Items from a dataset

※

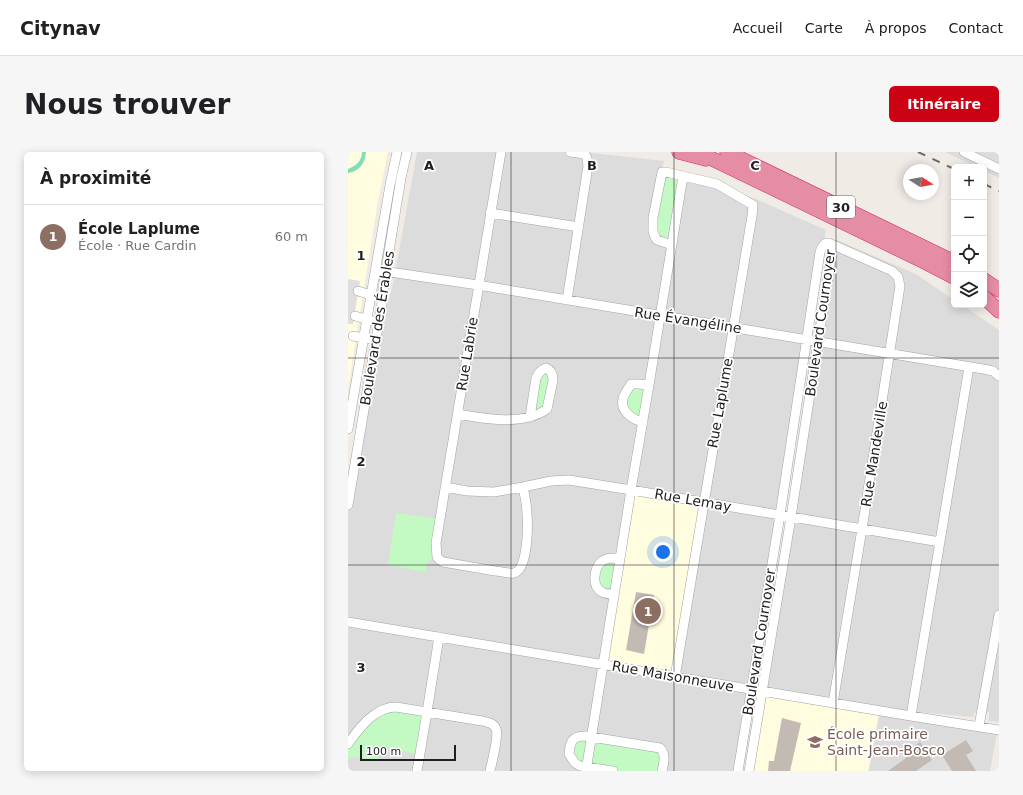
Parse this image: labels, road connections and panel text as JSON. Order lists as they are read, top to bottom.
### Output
{
  "streets": {
    "highway": ["30"],
    "street": [
      "Rue Évangéline",
      "Boulevard Cournoyer",
      "Boulevard des Érables",
      "Rue Labrie",
      "Rue Laplume",
      "Rue Mandeville",
      "Rue Lemay",
      "Rue Maisonneuve"
    ]
  },
  "crossings": [
    ["Rue Évangéline", "Boulevard Cournoyer"],
    ["Rue Évangéline", "Boulevard des Érables"],
    ["Rue Évangéline", "Rue Labrie"],
    ["Rue Évangéline", "Rue Laplume"],
    ["Rue Évangéline", "Rue Mandeville"],
    ["Boulevard Cournoyer", "Rue Mandeville"],
    ["Boulevard Cournoyer", "Rue Lemay"],
    ["Boulevard Cournoyer", "Rue Maisonneuve"],
    ["Rue Labrie", "Rue Lemay"],
    ["Rue Laplume", "Rue Lemay"],
    ["Rue Laplume", "Rue Maisonneuve"],
    ["Rue Mandeville", "Rue Lemay"],
    ["Rue Mandeville", "Rue Maisonneuve"]
  ],
  "places": {
    "school or university": ["École primaire Saint-Jean-Bosco"]
  },
  "scale_bar": "100 m",
  "north": "right",
  "page": {
    "header": "Citynav",
    "nav": [
      "Accueil",
      "Carte",
      "À propos",
      "Contact"
    ],
    "buttons": "Itinéraire",
    "title": "Nous trouver",
    "heading": "À proximité",
    "map_buttons": ["+", "−"],
    "list": [
      {
        "mark": "1",
        "name": "École Laplume",
        "note": "École · Rue Cardin",
        "value": "60 m"
      }
    ],
    "pins": "1",
    "scale": "100 m"
  },
  "grid": {
    "columns": ["A", "B", "C"],
    "rows": ["1", "2", "3"]
  }
}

※

Select all lines with the word "Érables" from the entries above.

      "Boulevard des Érables",
    ["Rue Évangéline", "Boulevard des Érables"],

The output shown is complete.